System Health Management: Monitoring

The monitoring of TRACe is performed at two levels. First, at each power-on, a comprehensive self-test verifies the system is functioning at its required level. The so called “power-on self-test” checks the basic functions of TRACe: Processor, memory sub-system, main interfaces and I/Os. The self-test result provides a generic system status:”GREEN – everything OK”, “ORANGE – OK with partial restrictions described in the detailed status” or “RED – KO, with failure status”. Then, TRACe continuously monitors vital signals while the system is functioning: Voltages, Current, Temperature (processor, PSU, thermal sensors, etc), and the “heart-beat” signals (PCIe buses, clocks, etc.). If the value of these signals is not within a defined range, the online monitoring will record the value and generate an event. The so called ”watchdog” time counter can program a duration (for example 10 seconds), and if the application does not reset the countdown, the watchdog time will trigger. This can be used as the ultimate detection of any frozen/stalled status, so as to reset the system.

 

System Health Management: Control

TRACe’s control functionality exploits the monitoring results enabling users to take relevant actions depending on predefined strategies relative to the user-case or mission profile. The boot management depends on the power-on self-test status: “GREEN – boot OS and application”, “ORANGE – OK with partial restrictions – depending on failure status: boot OS & application with disabled functions, or reduced performances, depending on application profiles” or “RED – stop, or restart self-test for double-check (a defined number of self-test restarts can be allowed)”. The permanent monitoring management depends on the vital/critical signal values. Either will record the value out of limit, date and time, with a red flag, accessible to application or will trigger a reset, or a new power-off/power-on and a reboot. All boot/reboot events and status are logged with historical records in the system permanent memory.

 

System Health Management: Communication

Data, status or events logged into the permanent memory of TRACe are available for analysis, either locally or remotely through the Internet TCP/IP and SNMP via OS and/or from the HMU. External network communications are all using secured protocols in order to protect the health management system from intrusions. In addition, MQTT (light weight communications) and TR069 will be made available to complement the interoperability.

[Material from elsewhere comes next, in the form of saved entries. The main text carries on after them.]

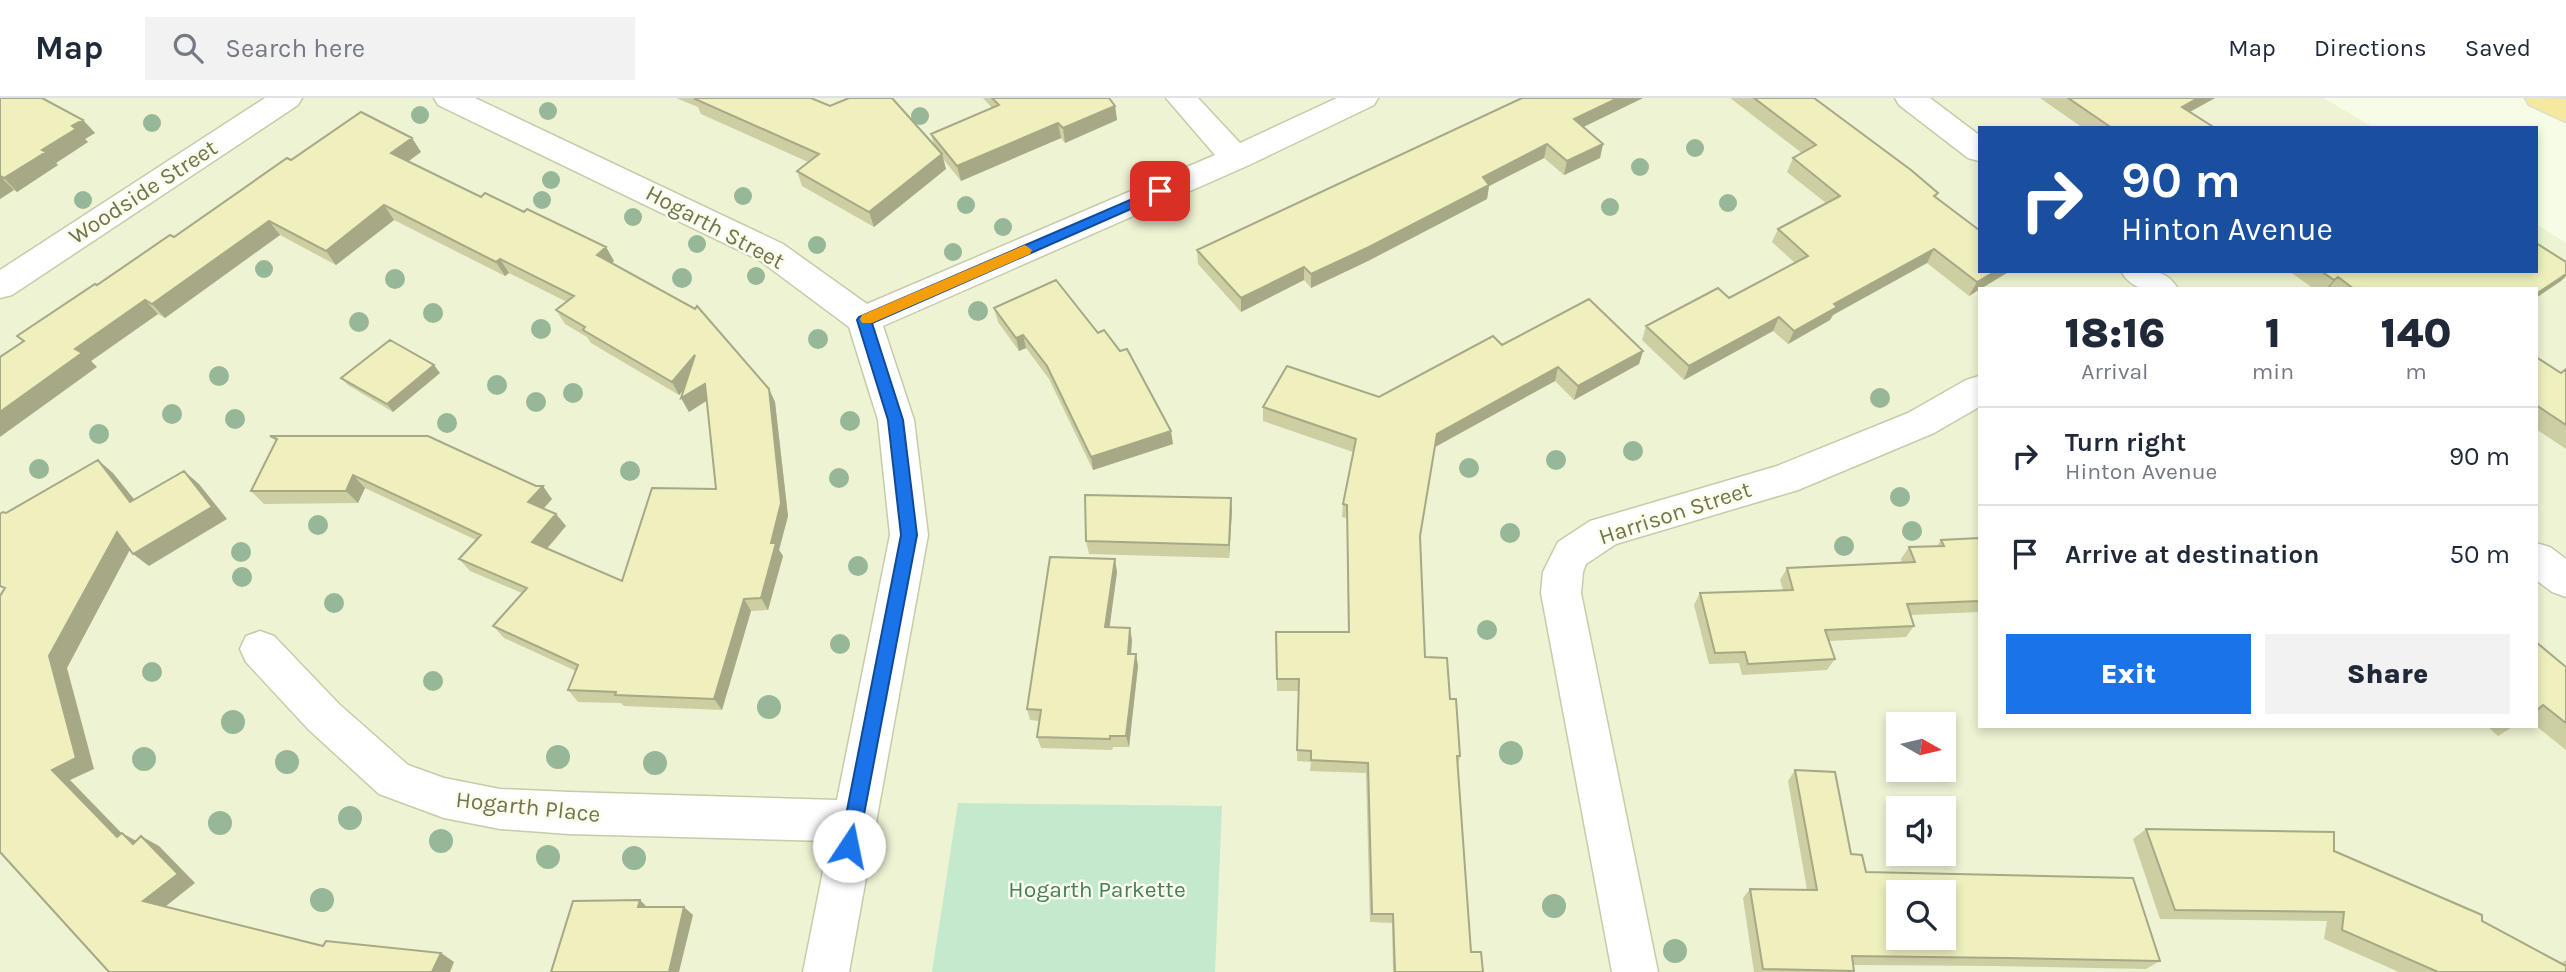 <!DOCTYPE html>
<style>
body{margin:0;font-family:Karla,sans-serif;background:#f2f2f3;color:#1f2937;height:100vh;display:flex;flex-direction:column;font-size:26px;white-space:nowrap}
*{box-sizing:border-box;margin:0}
p{font-size:23px;color:#747a83}
.icon{flex:none;width:38px;height:38px;fill:none;stroke:currentColor;stroke-width:2;stroke-linecap:round;stroke-linejoin:round}
.map{position:relative;flex:1;overflow:hidden}
.panel{position:absolute;left:1978px;top:189px;width:560px;height:441px;display:flex;flex-direction:column;background:#fff;border-radius:0px;box-shadow:0 4px 10px #0003}
.panel>*{flex:none}
.top-card{position:absolute;left:1978px;top:28px;width:560px;height:147px;border-radius:0px;box-shadow:0 4px 10px #0003;background:#1a4fa0;color:#fff;overflow:hidden}
.needle{width:46px;rotate:98deg}
.buttons{position:absolute;left:1886px;top:614px;display:grid;gap:14px}
.buttons a{display:grid;place-items:center;width:70px;height:70px;border-radius:0px;background:#fff;box-shadow:0 4px 10px #0003;font-size:35px}
.pin{position:absolute;display:grid;place-items:center;width:60px;height:60px;color:#fff;margin:-30px;border-radius:14px;box-shadow:0 4px 10px #0006}
.me{position:absolute;width:77px;margin:-38px;rotate:11deg;stroke-linejoin:round;filter:drop-shadow(0 0 5px #0008)}
.turn{display:flex;align-items:center;gap:24px;height:147px;padding:0 28px;font-size:32px}
.turn .icon{width:91px;height:91px;stroke-width:2.5}
.turn b{display:block;font-size:49px;line-height:60px}
.eta{display:flex;justify-content:space-evenly;align-items:center;height:119px;text-align:center}
.eta b{font-size:42px;font-weight:800;line-height:49px}
.action{display:flex;gap:14px;margin-top:auto;padding:14px 28px}
.action a{flex:1;height:80px;border-radius:0px;background:#1a73e8;color:#fff;font-size:28px;font-weight:800;line-height:80px;text-align:center}
.action a+a{background:#f2f2f3;color:#1f2937}
ul{padding:0;list-style:none}
li{display:flex;align-items:center;gap:21px;height:98px;padding:0 28px;border-top:2px solid #e0e1e3}
li div{flex:1}
li b{display:block;font-size:26px}
li em{font-style:normal}
header{display:flex;align-items:center;gap:42px;box-sizing:border-box;height:98px;padding:0 35px;background:#fff;border-bottom:2px solid #e0e1e3}
header strong{font-size:33px}
nav{display:flex;gap:38px;margin-inline-start:auto;font-size:24px}
.search{width:490px;height:63px;background:#f2f2f3;display:flex;align-items:center;gap:18px;box-sizing:border-box;padding:0 24px;border-radius:0px;color:#747a83;font-size:26px}
.map>svg:first-child{display:block}
.residential{fill:#eef3d4;fill-rule:evenodd}
.green{fill:#c5e9cc}
.lines{fill:none;stroke-linecap:round;stroke-linejoin:round}
.minor-casing{stroke:#c8caa9;stroke-width:3}
.highway-casing{stroke:#deddd4;stroke-width:3}
.minor{fill:#fff;fill-rule:evenodd}
.highway{fill:#f4e99f;fill-rule:evenodd}
.tree{fill:#96b798}
.wall{fill:#cecea3}
.shaded-wall{fill:#a7a885}
.building{fill:#eff0be;stroke:#a7a885;stroke-width:2;fill-rule:evenodd}
.route{fill:#1a73e8;stroke:#114b97;stroke-width:2}
.slow{fill:#f59e0b}
.labels{text-anchor:middle;dominant-baseline:central;stroke-width:5;stroke-linejoin:round;paint-order:stroke}
.street-label{font-size:23px;fill:#74734b;stroke:#fafeec}
.park-label{font-size:23px;fill:#467f59;stroke:#fafeec}
</style>
<header>
<strong>Map</strong>
<div class="search"><svg class="icon" aria-label="search" viewBox="0 0 24 24"><circle cx="10" cy="10" r="6"/><path d="M15 15l6 6"/></svg>Search here</div>
<nav><a>Map</a><a>Directions</a><a>Saved</a></nav>
</header>
<div class="map">
<svg width="2566" height="874" viewBox="0 0 2566 874">
<rect width="100%" height="100%" fill="#f7fce6"/>
<path class="residential" d="M0,0h2324l50,30h-395v143h557v-47l30,19v729h-2566zM1979,191h557v437h-557zM1899,626h45v46h-45zM1899,710h45v46h-45zM1899,794h45v46h-45z"/>
<path class="green" d="M958,705l264,3 -7,166h-283z"/>
<g class="lines">
<g class="minor-casing">
<path id="minor" d="M265,0h37l-4,7 -286,190 -12,3v-28z
M434,0h41l308,146 84,60 348,-149 -49,-57h32l42,45 97,-45h41l-4,7 -127,61 -364,160 31,94 14,115 -79,437h-46l26,-131 -260,-7 -69,-5 -56,-11 -65,-24 -70,-64 -63,-68 -6,-13 6,-13 14,-5 14,5 65,68 69,61 36,13 56,11 69,3 268,8 53,-265 -12,-115 -29,-93 -90,-67 -321,-155z
M1895,0h35l49,37v26l-11,-3 -69,-53z
M2121,173c23,0 44,-5 57,18 -24,0 -43,6 -57,-18z
M1979,278v31l-45,26 -136,57 -182,54 -30,20 -3,8 -2,21 77,379h-46l-71,-379 2,-21 15,-30 32,-21 187,-55 131,-53 58,-33z
M2536,445l14,4 16,12v38l-14,-5 -16,-12z"/>
</g>
<g class="highway-casing">
<path id="highway" d="M2525,0l41,1v23l-37,-17z"/>
</g>
<use href="#minor" class="minor"/>
<use href="#highway" class="highway"/>
</g>
<g class="tree">
<circle cx="548" cy="13" r="9"/>
<circle cx="420" cy="17" r="9"/>
<circle cx="920" cy="18" r="9"/>
<circle cx="152" cy="25" r="9"/>
<circle cx="1695" cy="50" r="9"/>
<circle cx="1640" cy="69" r="9"/>
<circle cx="551" cy="82" r="9"/>
<circle cx="743" cy="98" r="9"/>
<circle cx="83" cy="102" r="9"/>
<circle cx="542" cy="102" r="9"/>
<circle cx="1728" cy="105" r="9"/>
<circle cx="966" cy="107" r="9"/>
<circle cx="1610" cy="109" r="9"/>
<circle cx="633" cy="119" r="9"/>
<circle cx="1003" cy="129" r="9"/>
<circle cx="697" cy="146" r="9"/>
<circle cx="817" cy="147" r="9"/>
<circle cx="953" cy="154" r="9"/>
<circle cx="264" cy="171" r="9"/>
<circle cx="756" cy="178" r="9"/>
<circle cx="682" cy="180" r="10"/>
<circle cx="395" cy="181" r="10"/>
<circle cx="978" cy="213" r="10"/>
<circle cx="433" cy="215" r="10"/>
<circle cx="359" cy="224" r="10"/>
<circle cx="541" cy="231" r="10"/>
<circle cx="818" cy="241" r="10"/>
<circle cx="219" cy="278" r="10"/>
<circle cx="497" cy="287" r="10"/>
<circle cx="573" cy="295" r="10"/>
<circle cx="1880" cy="300" r="10"/>
<circle cx="536" cy="304" r="10"/>
<circle cx="172" cy="316" r="10"/>
<circle cx="235" cy="321" r="10"/>
<circle cx="850" cy="323" r="10"/>
<circle cx="447" cy="325" r="10"/>
<circle cx="99" cy="336" r="10"/>
<circle cx="1633" cy="353" r="10"/>
<circle cx="1556" cy="362" r="10"/>
<circle cx="1469" cy="370" r="10"/>
<circle cx="39" cy="371" r="10"/>
<circle cx="630" cy="373" r="10"/>
<circle cx="839" cy="380" r="10"/>
<circle cx="1900" cy="399" r="10"/>
<circle cx="318" cy="427" r="10"/>
<circle cx="1912" cy="433" r="10"/>
<circle cx="1510" cy="435" r="10"/>
<circle cx="1844" cy="448" r="10"/>
<circle cx="241" cy="454" r="10"/>
<circle cx="858" cy="468" r="10"/>
<circle cx="242" cy="479" r="10"/>
<circle cx="334" cy="505" r="10"/>
<circle cx="1487" cy="532" r="10"/>
<circle cx="840" cy="546" r="10"/>
<circle cx="152" cy="574" r="10"/>
<circle cx="433" cy="583" r="10"/>
<circle cx="769" cy="609" r="12"/>
<circle cx="233" cy="624" r="12"/>
<circle cx="1511" cy="655" r="12"/>
<circle cx="558" cy="659" r="12"/>
<circle cx="144" cy="661" r="12"/>
<circle cx="287" cy="664" r="12"/>
<circle cx="655" cy="665" r="12"/>
<circle cx="350" cy="720" r="12"/>
<circle cx="220" cy="725" r="12"/>
<circle cx="441" cy="743" r="12"/>
<circle cx="548" cy="759" r="12"/>
<circle cx="634" cy="760" r="12"/>
<circle cx="322" cy="802" r="12"/>
<circle cx="1554" cy="808" r="12"/>
<circle cx="1675" cy="853" r="12"/>
</g>
<path class="wall" d="M0,0l83,22 12,13 -10,6 3,3 -32,21 2,2 -41,27 -3,-2 -14,9z
M676,0h135l123,48 -3,-12 61,-26 -9,-10h126l6,8 2,14 -52,23 -4,-5 -100,43 -18,-22 3,10 -72,58 -72,-41 -5,-15 11,-9 -107,-48 -3,-7z
M1522,0h121l-60,29 20,17 -3,14 -36,17 -20,-17 -55,28 -2,13 -119,62 -57,27 -7,-8 -63,32 -43,-48 -1,-14z
M1730,0h84l124,95 -2,4 43,74h31l-1,1 -30,17 -10,7 -42,-33 -94,52 -3,5 -42,24 -15,-13 -89,49 -42,-40 4,-14 83,-28 66,-35 -23,-21 6,-13 48,-26 -39,-31 6,-14 9,-5z
M2040,0h175l-25,14 25,16h-132z
M412,40l9,14 -13,10 73,35 43,15 82,35 8,14 -2,2 157,126 6,13 13,114 -9,34 4,6 -15,54 -17,1 -29,99 -98,-4 -3,-3 -43,-1 -10,-12 8,-19 -72,-33 -11,-12 29,-33 -52,-22 -11,-12 17,-19 -111,-52 -7,15 -94,1 -13,-13 25,-50 -6,-5 282,63 -9,9 13,6 10,12 -19,23 75,32 94,-92 -9,-88 -18,11 -8,-14 3,-8 -5,5 -88,-52 -4,-6 -22,-13 -9,-14 11,-8 -58,-29 -4,3 -111,-56 -58,45 -56,-30 -115,83 -7,-4 -67,47 6,6 -74,-26 -6,-5 157,-99 117,-77z
M2566,164v14l-5,5 -25,8h-222l-25,-18h247z
M994,210l179,136 -80,26 -44,-91 -23,-31 -7,3 -21,-29z
M1502,247l141,6 -4,13 -65,36 -19,-19 -120,66 -15,91 5,119 25,42 10,57 -2,9 13,187 12,20h-90l-1,-49 -22,-1 -4,-149 -56,-2 1,-9 -14,-1 2,-70h-22l-1,-59h72l-1,-114 -5,-1 1,-13 10,-52 -90,-31v-14l116,-10z
M2536,259l25,16 5,-4v80l-30,-20z
M440,275l-47,39 -45,-27 -7,-7z
M1231,400l1,13 -3,47 -140,-4 -3,-13z
M1979,440v74l-68,3 3,11 -8,11 -77,4 6,18 -8,11 -85,5 -3,-12 -30,1 -15,-59 6,-12 83,-3 -3,-10 7,-12 115,-5 -1,-4 8,-12 28,-1 4,-6z
M1117,474l-8,55 23,13 -1,14h5l2,12 -9,81h-16l-1,3 -71,-2 -4,-11 2,-16 -9,-1 -3,-11z
M2536,544l30,25v83l-30,-24z
M2487,628h27l-16,10z
M1795,672l56,84 15,18 294,89 -14,8 -151,-3 -142,-1 1,7h-100l-11,-74 7,-9 57,1 -19,-109z
M2146,731l188,22 148,70 79,42 5,-3v12h-167l-75,-33 3,-18 -167,-2 -27,-80z"/>
<path class="shaded-wall" d="M1618,0h25l-72,35 3,-14z
M2198,0h17l-42,23 9,-14z
M1115,8l2,14 -52,23 -2,-15z
M83,22l12,13 -10,6 3,3 -32,21 2,2 -41,27 -13,-14 68,-52z
M1058,25l3,15 -100,43 -4,-15z
M412,40l9,14 -21,15 -9,-14z
M1547,46l-3,14 -55,28 -2,13 -119,62 -57,27v-14l172,-97z
M1603,46l-3,14 -36,17 3,-14z
M942,56l4,15 -72,58 -5,-15z
M0,78l14,14 -14,9z
M384,107l10,15 -58,45 -10,-14z
M269,123l11,14 -115,83 -13,-14z
M606,149l8,14 -9,7 -8,-13z
M1934,151l-7,14 -94,52 -3,5 -42,24 6,-13 40,-27z
M500,161l9,14 -4,3 -9,-14z
M1304,169v13l-63,32v-14z
M1996,173h14l-41,25 8,-14z
M2566,176v2l-5,5 -25,17v-4z
M2338,179l-10,12h-2l8,-9z
M145,202l13,14 -67,47 6,6 -97,70v-25l75,-63z
M1779,219l-6,14 -89,49 5,-14z
M1023,237l3,13 -7,3 -3,-13z
M1643,253l-4,13 -65,36 4,-14z
M695,257l8,13 -24,27 -7,-13z
M434,267l6,8 -47,39 -6,-8z
M1558,269l-3,14 -120,66 2,-13z
M705,286l7,13 -23,15 -8,-14z
M769,291l6,13 13,114 -9,34 4,6 -15,54 -7,-12 10,-55z
M1171,333l2,13 -80,26 -2,-13z
M98,362l15,13 33,41 -16,-12z
M184,373l15,13 28,35 -78,47 -16,-12z
M353,377l12,13 -7,15 -12,-12z
M543,388l9,13 -14,16 -10,-13z
M1231,400l1,13 -3,47v-13z
M556,416l10,12 -24,28 -10,-12z
M117,434l16,12 -66,124 27,101 -24,11 65,67 -18,-10 -65,-67 -3,-114z
M1115,461l2,13 -9,67 -3,-12z
M744,501l7,12 -29,99 -8,-11z
M1130,530l2,12 -2,26 -2,-12z
M1136,556l2,12 -9,81 -3,-11z
M122,735l18,10 -7,1z
M141,738l18,10 36,37 -34,27 -18,-9z
M640,802l9,9 -11,-2z
M684,809l9,8 -14,57h-10z
M441,855l13,9 -4,10h-18z"/>
<path class="building" d="M0,0h42l41,22 -11,6 4,3 -34,21 4,2 -42,26 -4,-2z
M696,0h115l19,8 19,-8h43l50,56 -73,58 -72,-41 22,-17 -124,-55z
M992,0h117l6,8 -52,22 -5,-5 -101,43 -26,-32 68,-29z
M1522,0h96l-44,21 29,25 -36,17 -20,-17 -64,33 6,8 -120,62 -58,27 -7,-7 -63,31 -44,-48z
M1754,0h60l97,72 27,23 -4,3 45,34v41h17l-19,11 -43,-33 -100,55 3,3 -43,24 -15,-14 -90,49 -43,-40 72,-38 11,10 79,-42 -30,-27 62,-33 -47,-38 23,-13z
M2068,0h130l-16,9 33,21h-103z
M361,14l51,26 -21,15 90,44 4,-4 39,19 3,-3 79,38 -9,8 98,54 2,-3 72,83 12,114 -10,40h5l-15,55 -17,1 -30,100 -99,-4 1,-3 -48,-2 10,-25 -85,-39 34,-38 -68,-29 22,-24 -128,-60 -7,16h-95l26,-52 -7,-3h158l108,50h7l-15,16 28,12 -24,28 90,39 30,-93 64,1 -11,-105 -24,14 14,-43 -23,27 -89,-52 2,-3 -29,-17 18,-14 -74,-37 -4,3 -112,-57 -58,46 -57,-30 -117,83 -7,-4 -70,49 7,4 -82,59v-55l24,-16 -7,-5 78,-52 2,1 73,-50 4,2 113,-79 4,2z
M2536,145l30,19v12l-30,20v-5h-182l-16,-12 -4,3 -13,-9h215z
M1056,182l42,53 6,-3 16,21 7,-2 44,82 -80,26 -44,-91 -24,-31 -7,3 -22,-30z
M1589,201l54,52 -65,35 -20,-19 -121,67 -17,102 5,121 22,1 3,41h6l4,57h-3l14,196h10l2,20h-88l-2,-58h-21l-4,-151 -57,-3v-9l-14,-1 2,-71h-22l-1,-47h73l-2,-127 -4,-1 13,-65 -93,-32 24,-41 92,31 114,-61 9,9z
M390,242l44,25 -47,39 -46,-26z
M2536,259l25,16 5,-4v56l-30,-20z
M98,362l32,42 54,-31 28,36 -79,47 -16,-22 -68,124 27,102 -24,12 65,67 5,-4 11,11 8,-8 37,38 -35,27 180,45 3,-5 115,12 -9,19h-323l-109,-120v-256l5,-8 -5,-2v-72l3,-2 3,1z
M1085,397l146,3 -2,47 -143,-4z
M1979,440v63l-72,3 7,22 -89,4 10,29 -87,5 -3,-12 -30,1 -15,-60 93,-3 -6,-22 128,-6 -6,-15 35,-1 -3,-6z
M1050,459l65,2 -10,68 25,1 -2,26h8l-10,82h-16v3l-73,-2 4,-27 -14,-1z
M2536,544l30,25v56l-23,-18 -7,6z
M1795,672l40,2 16,82 11,1 4,17 267,6 27,83 -153,-3 -155,-2 2,15 -91,-2 -13,-80 67,1zM1899,794h45v46h-45z
M2146,731l188,3v19l148,64v6l84,45v6h-128l-96,-42 2,-18 -169,-2z
M640,802l-2,7h46l-15,65h-118l22,-71z"/>
<path class="route" d="M1160,89l7,4 -2,3 -293,129 31,97 14,115 -59,311 -2,7 -7,2 -6,-2 -3,-7 61,-311 -13,-115 -31,-100 2,-3z"/>
<path class="slow" d="M1025,147l7,5 -2,4 -158,69h-10l-2,-4 2,-4z"/>
<g class="labels">
<g class="street-label">
<text transform="translate(143 94) rotate(-33)">Woodside Street</text>
<text transform="translate(715 129) rotate(28)">Hogarth Street</text>
<text transform="translate(1675 415) rotate(-18)">Harrison Street</text>
<text transform="translate(528 709) rotate(6)">Hogarth Place</text>
</g>
<g class="park-label">
<text x="1097" y="791">Hogarth Parkette</text>
</g>
</g>
</svg>
<div class="buttons">
<a><svg class="needle" viewBox="-14 -14 28 28"><path d="M0-13l5 13h-10z" fill="#e53935"/><path d="M0 13l5-13h-10z" fill="#747a83"/></svg></a>
<a><svg class="icon" aria-label="sound" viewBox="0 0 24 24"><path d="M4 9h4l5-4v14l-5-4H4zM17 9q2 3 0 6"/></svg></a>
<a><svg class="icon" aria-label="search" viewBox="0 0 24 24"><circle cx="10" cy="10" r="6"/><path d="M15 15l6 6"/></svg></a>
</div>
<div class="pin" style="left:1160px;top:93px;background:#d93025"><svg class="icon" aria-label="arrive" viewBox="0 0 24 24"><path d="M6 21V4h12l-3 4 3 4H6"/></svg></div>
<svg class="me" style="left:849px;top:748px" viewBox="-20 -20 40 40"><circle r="19" fill="#fff"/><path d="M0-13L10 11 0 6-10 11z" fill="#1a73e8"/></svg>
<div class="top-card">
<div class="turn"><svg class="icon" aria-label="right" viewBox="0 0 24 24"><path d="M7 20v-9h11M14 6l5 5-5 5"/></svg><div><b>90 m</b>Hinton Avenue</div></div>
</div>
<section class="panel">
<div class="eta">
<div><b>18:16</b><p>Arrival</p></div>
<div><b>1</b><p>min</p></div>
<div><b>140</b><p>m</p></div>
</div>
<ul>
<li><svg class="icon" aria-label="right" viewBox="0 0 24 24"><path d="M7 20v-9h11M14 6l5 5-5 5"/></svg><div><b>Turn right</b><p>Hinton Avenue</p></div><em>90 m</em></li>
<li><svg class="icon" aria-label="arrive" viewBox="0 0 24 24"><path d="M6 21V4h12l-3 4 3 4H6"/></svg><div><b>Arrive at destination</b></div><em>50 m</em></li>
</ul>
<div class="action"><a>Exit</a><a>Share</a></div>
</section>
</div>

The user can easily employ these communication layers to access important information and interface it to the application or any web service middleware. Depending upon the application, the emergence of IoT helps enable every mobile device to be connected to the cloud. Therefore, any transportation system or web service can take advantage of TRACe health management provided to track, monitor, control and engage actions with devices such as palmtops, tablets, laptops, or any other type of connected device. Combining health management capabilities with IoT truly offers the successful building blocks that make up the intelligent future of fleet management.

TRACe allows health management monitoring, control and communication layer accessibility based on various levels (low, mid and high-level) defined by the user’s application. This flexible structure of interaction is designed to serve as many application profiles as possible.

I hope, this article provides you with a good introduction into the functionalities of “system health management”. Please feel free to complement!